**Problem description:**
Could you write out the listing below exactly as it stands, leaving out the pictures?

**Data section:**

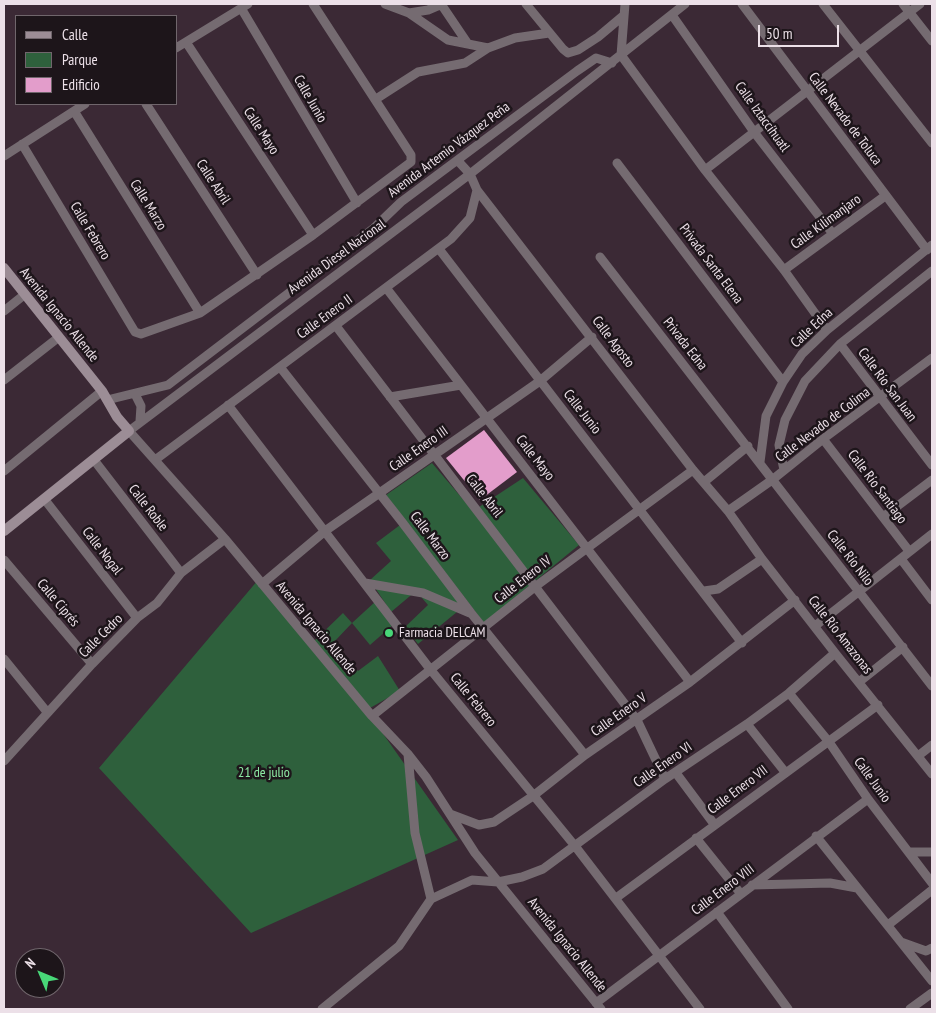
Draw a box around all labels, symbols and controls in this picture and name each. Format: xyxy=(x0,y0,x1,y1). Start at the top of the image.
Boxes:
legend xyxy=(15,15,178,105)
scale bar xyxy=(761,15,842,47)
text: 50 m xyxy=(766,24,792,43)
text: Calle xyxy=(62,25,88,44)
text: Parque xyxy=(62,50,98,69)
street label: Calle Nevado de Toluca xyxy=(805,69,885,169)
street label: Calle Junio xyxy=(290,72,330,126)
text: Edificio xyxy=(62,75,100,94)
street label: Calle Iztaccíhuatl xyxy=(731,79,793,155)
street label: Avenida Artemio Vázquez Peña xyxy=(385,99,513,201)
street label: Calle Mayo xyxy=(240,104,282,158)
street label: Calle Abril xyxy=(192,156,234,208)
street label: Calle Marzo xyxy=(126,177,170,233)
street label: Calle Kilimanjaro xyxy=(788,191,864,253)
street label: Calle Febrero xyxy=(66,199,114,263)
street label: Avenida Diesel Nacional xyxy=(285,216,389,298)
street label: Privada Santa Elena xyxy=(676,221,746,307)
street label: Avenida Ignacio Allende xyxy=(16,265,102,365)
street label: Calle Enero II xyxy=(294,291,356,343)
street label: Calle Edna xyxy=(788,304,836,352)
street label: Calle Agosto xyxy=(588,313,638,371)
street label: Privada Edna xyxy=(659,314,711,374)
street label: Calle Río San Juan xyxy=(854,345,920,425)
street label: Calle Nevado de Colima xyxy=(772,384,874,466)
street label: Calle Junio xyxy=(559,386,605,438)
street label: Calle Enero III xyxy=(386,423,452,475)
street label: Calle Mayo xyxy=(512,432,558,484)
street label: Calle Río Santiago xyxy=(844,447,910,527)
street label: Calle Abril xyxy=(462,471,506,521)
street label: Calle Roble xyxy=(125,481,171,535)
street label: Calle Marzo xyxy=(406,508,454,564)
street label: Calle Nogal xyxy=(78,524,126,578)
street label: Calle Río Nilo xyxy=(823,527,877,589)
street label: Calle Enero IV xyxy=(491,553,555,607)
street label: Calle Ciprés xyxy=(33,576,83,630)
street label: Avenida Ignacio Allende xyxy=(272,578,360,678)
street label: Calle Río Amazonas xyxy=(804,593,876,677)
street label: Calle Cedro xyxy=(76,611,126,661)
place label: Farmacia DELCAM xyxy=(399,625,485,641)
marker: Farmacia DELCAM xyxy=(383,627,395,639)
street label: Calle Febrero xyxy=(446,670,500,730)
street label: Calle Enero V xyxy=(588,690,650,740)
street label: Calle Enero VI xyxy=(630,739,696,791)
street label: Calle Junio xyxy=(850,754,894,806)
street label: Calle Enero VII xyxy=(705,762,771,818)
park label: 21 de julio xyxy=(238,765,290,781)
street label: Calle Enero VIII xyxy=(688,861,758,919)
street label: Avenida Ignacio Allende xyxy=(524,895,610,995)
north arrow xyxy=(15,948,65,998)
text: N xyxy=(21,954,39,972)

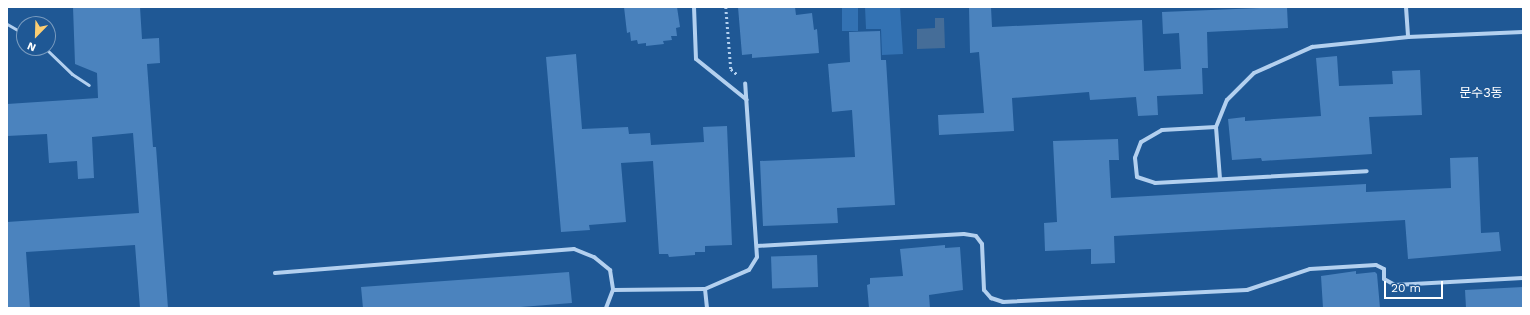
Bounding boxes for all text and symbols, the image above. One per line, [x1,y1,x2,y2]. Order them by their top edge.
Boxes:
north arrow [16,16,56,56]
text: N [25,39,38,54]
district label: 문수3동 [1459,85,1503,101]
scale bar [1386,273,1445,299]
text: 20 m [1391,281,1421,295]

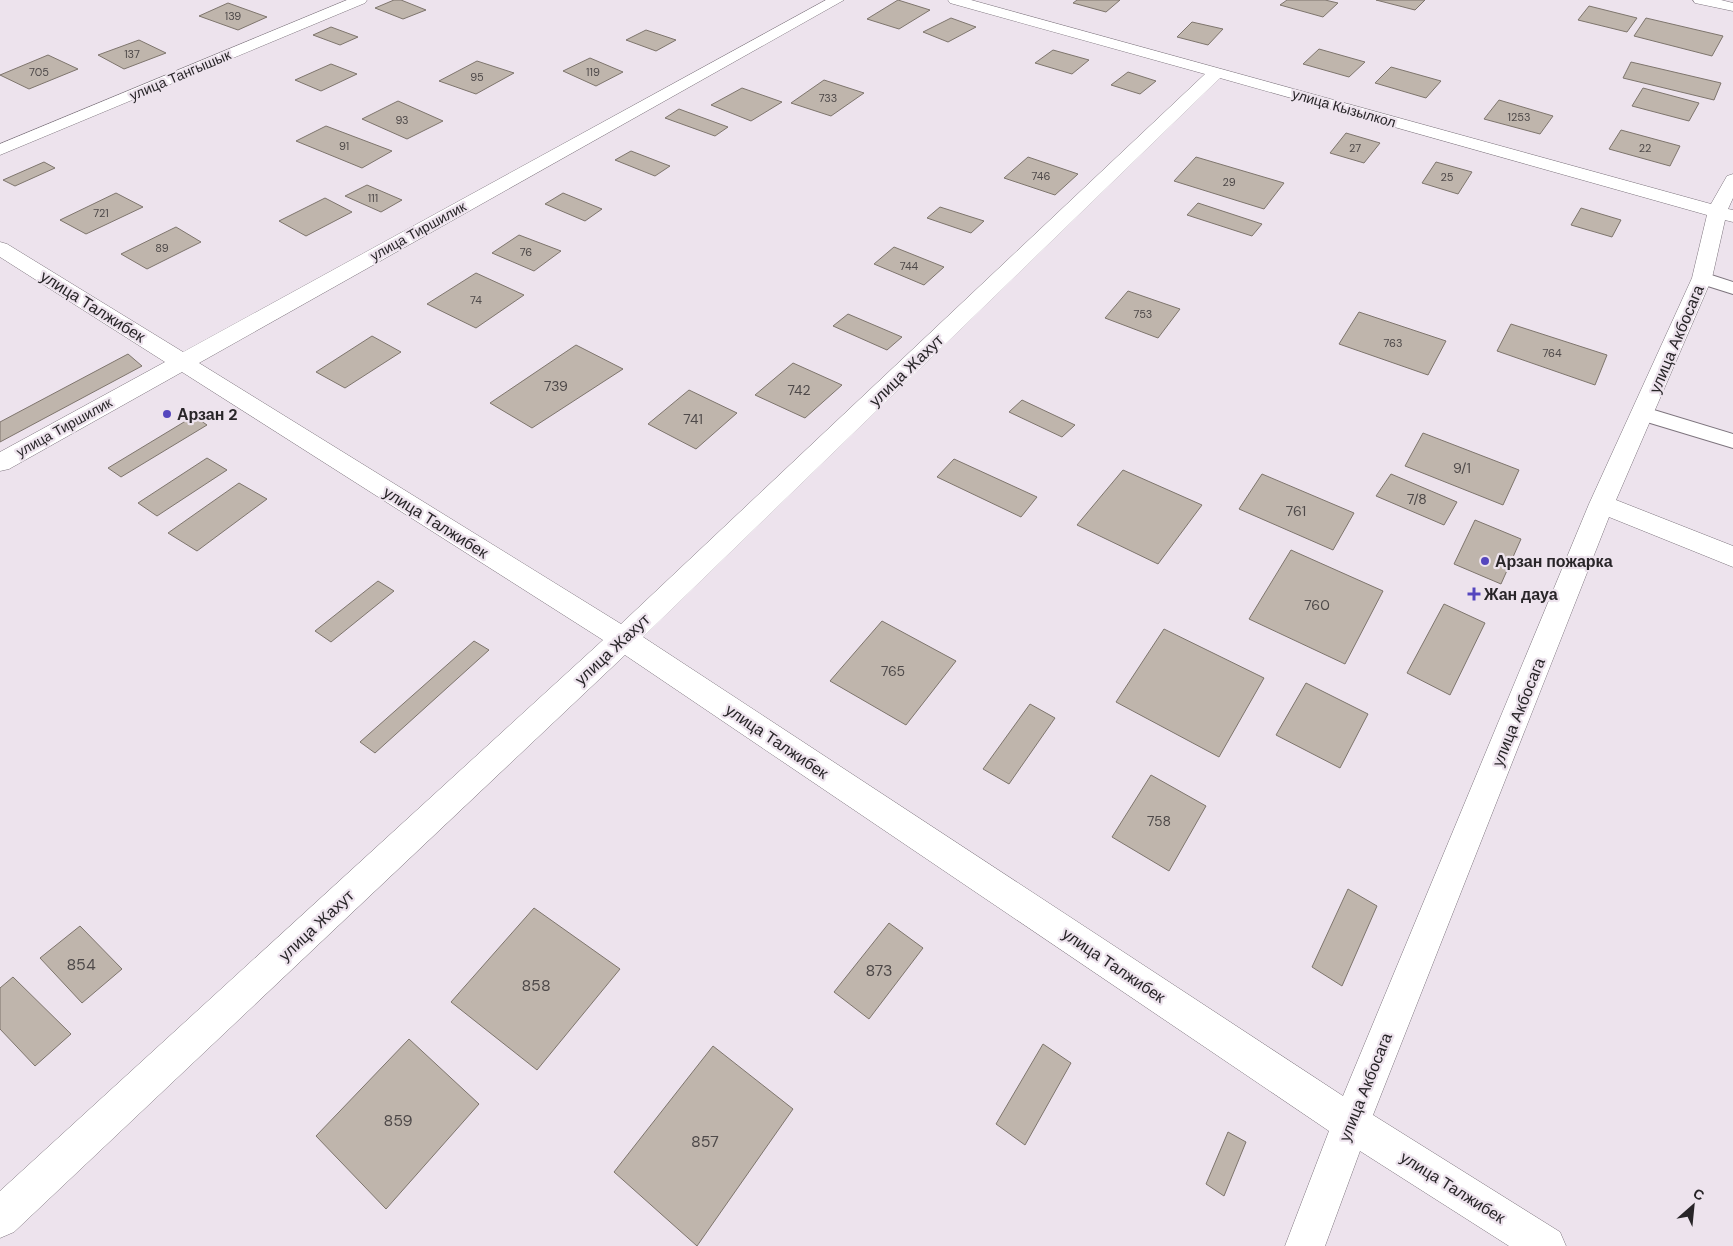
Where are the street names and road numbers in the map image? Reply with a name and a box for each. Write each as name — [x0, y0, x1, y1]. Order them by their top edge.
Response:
street label: улица Тангышык — [127, 45, 234, 104]
street label: улица Кызылкол — [1290, 85, 1398, 131]
street label: улица Тиршилик — [367, 197, 470, 265]
street label: улица Талжибек — [36, 266, 150, 348]
street label: улица Акбосага — [1644, 282, 1709, 397]
street label: улица Жахут — [865, 329, 948, 411]
street label: улица Тиршилик — [13, 393, 116, 461]
street label: улица Талжибек — [379, 482, 493, 564]
street label: улица Жахут — [570, 609, 655, 690]
street label: улица Акбосага — [1487, 655, 1550, 770]
street label: улица Талжибек — [721, 699, 833, 784]
street label: улица Жахут — [274, 885, 359, 966]
street label: улица Талжибек — [1058, 923, 1170, 1008]
street label: улица Акбосага — [1334, 1030, 1397, 1145]
street label: улица Талжибек — [1396, 1147, 1510, 1229]

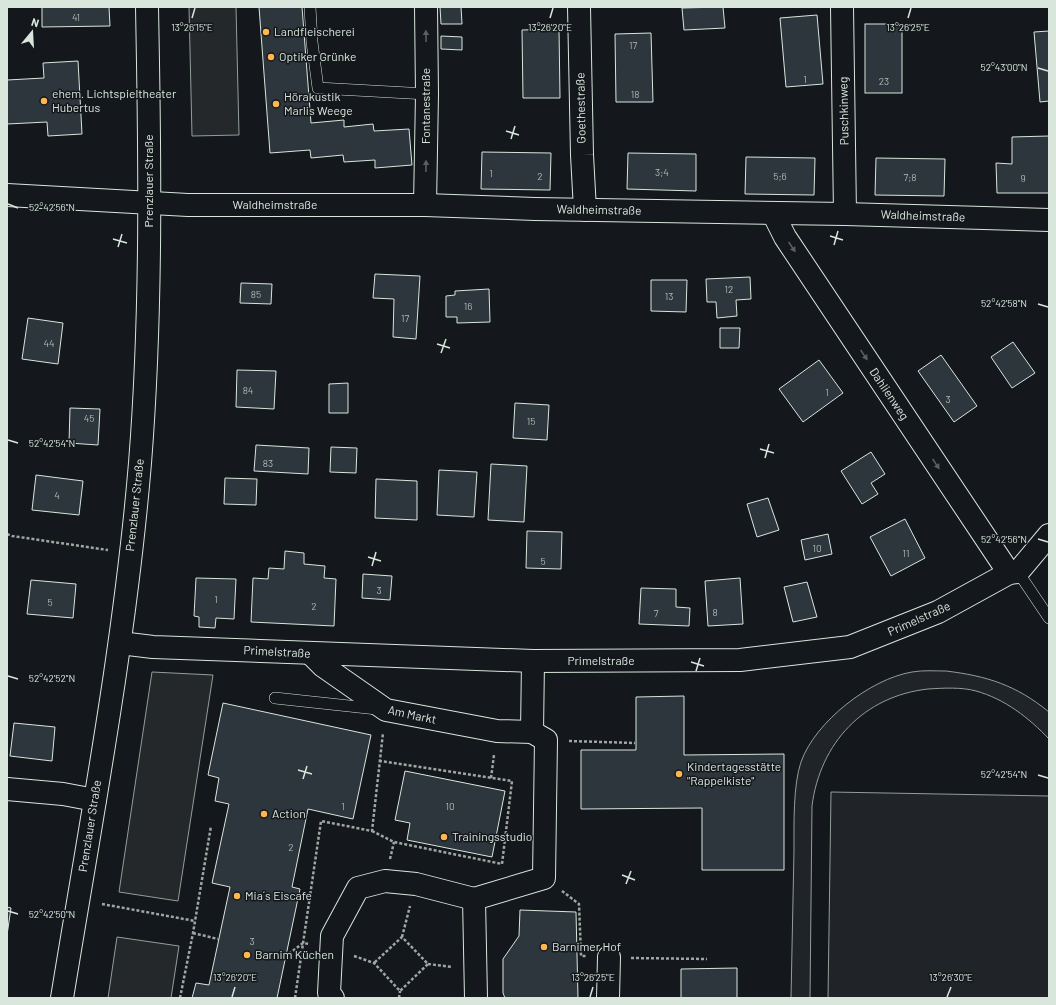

**Exercise solution:**
Draw a box around all labels, symbols and controls in this picture and name each. Format: xyxy=(x0,y0,x1,y1). Start at the top of the image.
Boxes:
legend xyxy=(15,15,178,105)
scale bar xyxy=(761,15,842,47)
text: 50 m xyxy=(766,24,792,43)
text: Calle xyxy=(62,25,88,44)
text: Parque xyxy=(62,50,98,69)
street label: Calle Nevado de Toluca xyxy=(805,69,885,169)
street label: Calle Junio xyxy=(290,72,330,126)
text: Edificio xyxy=(62,75,100,94)
street label: Calle Iztaccíhuatl xyxy=(731,79,793,155)
street label: Avenida Artemio Vázquez Peña xyxy=(385,99,513,201)
street label: Calle Mayo xyxy=(240,104,282,158)
street label: Calle Abril xyxy=(192,156,234,208)
street label: Calle Marzo xyxy=(126,177,170,233)
street label: Calle Kilimanjaro xyxy=(788,191,864,253)
street label: Calle Febrero xyxy=(66,199,114,263)
street label: Avenida Diesel Nacional xyxy=(285,216,389,298)
street label: Privada Santa Elena xyxy=(676,221,746,307)
street label: Avenida Ignacio Allende xyxy=(16,265,102,365)
street label: Calle Enero II xyxy=(294,291,356,343)
street label: Calle Edna xyxy=(788,304,836,352)
street label: Calle Agosto xyxy=(588,313,638,371)
street label: Privada Edna xyxy=(659,314,711,374)
street label: Calle Río San Juan xyxy=(854,345,920,425)
street label: Calle Nevado de Colima xyxy=(772,384,874,466)
street label: Calle Junio xyxy=(559,386,605,438)
street label: Calle Enero III xyxy=(386,423,452,475)
street label: Calle Mayo xyxy=(512,432,558,484)
street label: Calle Río Santiago xyxy=(844,447,910,527)
street label: Calle Abril xyxy=(462,471,506,521)
street label: Calle Roble xyxy=(125,481,171,535)
street label: Calle Marzo xyxy=(406,508,454,564)
street label: Calle Nogal xyxy=(78,524,126,578)
street label: Calle Río Nilo xyxy=(823,527,877,589)
street label: Calle Enero IV xyxy=(491,553,555,607)
street label: Calle Ciprés xyxy=(33,576,83,630)
street label: Avenida Ignacio Allende xyxy=(272,578,360,678)
street label: Calle Río Amazonas xyxy=(804,593,876,677)
street label: Calle Cedro xyxy=(76,611,126,661)
place label: Farmacia DELCAM xyxy=(399,625,485,641)
marker: Farmacia DELCAM xyxy=(383,627,395,639)
street label: Calle Febrero xyxy=(446,670,500,730)
street label: Calle Enero V xyxy=(588,690,650,740)
street label: Calle Enero VI xyxy=(630,739,696,791)
street label: Calle Junio xyxy=(850,754,894,806)
street label: Calle Enero VII xyxy=(705,762,771,818)
park label: 21 de julio xyxy=(238,765,290,781)
street label: Calle Enero VIII xyxy=(688,861,758,919)
street label: Avenida Ignacio Allende xyxy=(524,895,610,995)
north arrow xyxy=(15,948,65,998)
text: N xyxy=(21,954,39,972)

Bounding boxes for all text and symbols, the image above. One per line, [x1,y1,x2,y2]. Order them by their top edge.
Boxes:
north arrow [16,16,56,56]
text: N [25,39,38,54]
district label: 문수3동 [1459,85,1503,101]
scale bar [1386,273,1445,299]
text: 20 m [1391,281,1421,295]

Where are the street names and road numbers in the map image? Reply with a name and a box for each. Write each as name — [x0, y0, x1, y1]. Order them by their top edge.
Response:
street label: улица Тангышык — [127, 45, 234, 104]
street label: улица Кызылкол — [1290, 85, 1398, 131]
street label: улица Тиршилик — [367, 197, 470, 265]
street label: улица Талжибек — [36, 266, 150, 348]
street label: улица Акбосага — [1644, 282, 1709, 397]
street label: улица Жахут — [865, 329, 948, 411]
street label: улица Тиршилик — [13, 393, 116, 461]
street label: улица Талжибек — [379, 482, 493, 564]
street label: улица Жахут — [570, 609, 655, 690]
street label: улица Акбосага — [1487, 655, 1550, 770]
street label: улица Талжибек — [721, 699, 833, 784]
street label: улица Жахут — [274, 885, 359, 966]
street label: улица Талжибек — [1058, 923, 1170, 1008]
street label: улица Акбосага — [1334, 1030, 1397, 1145]
street label: улица Талжибек — [1396, 1147, 1510, 1229]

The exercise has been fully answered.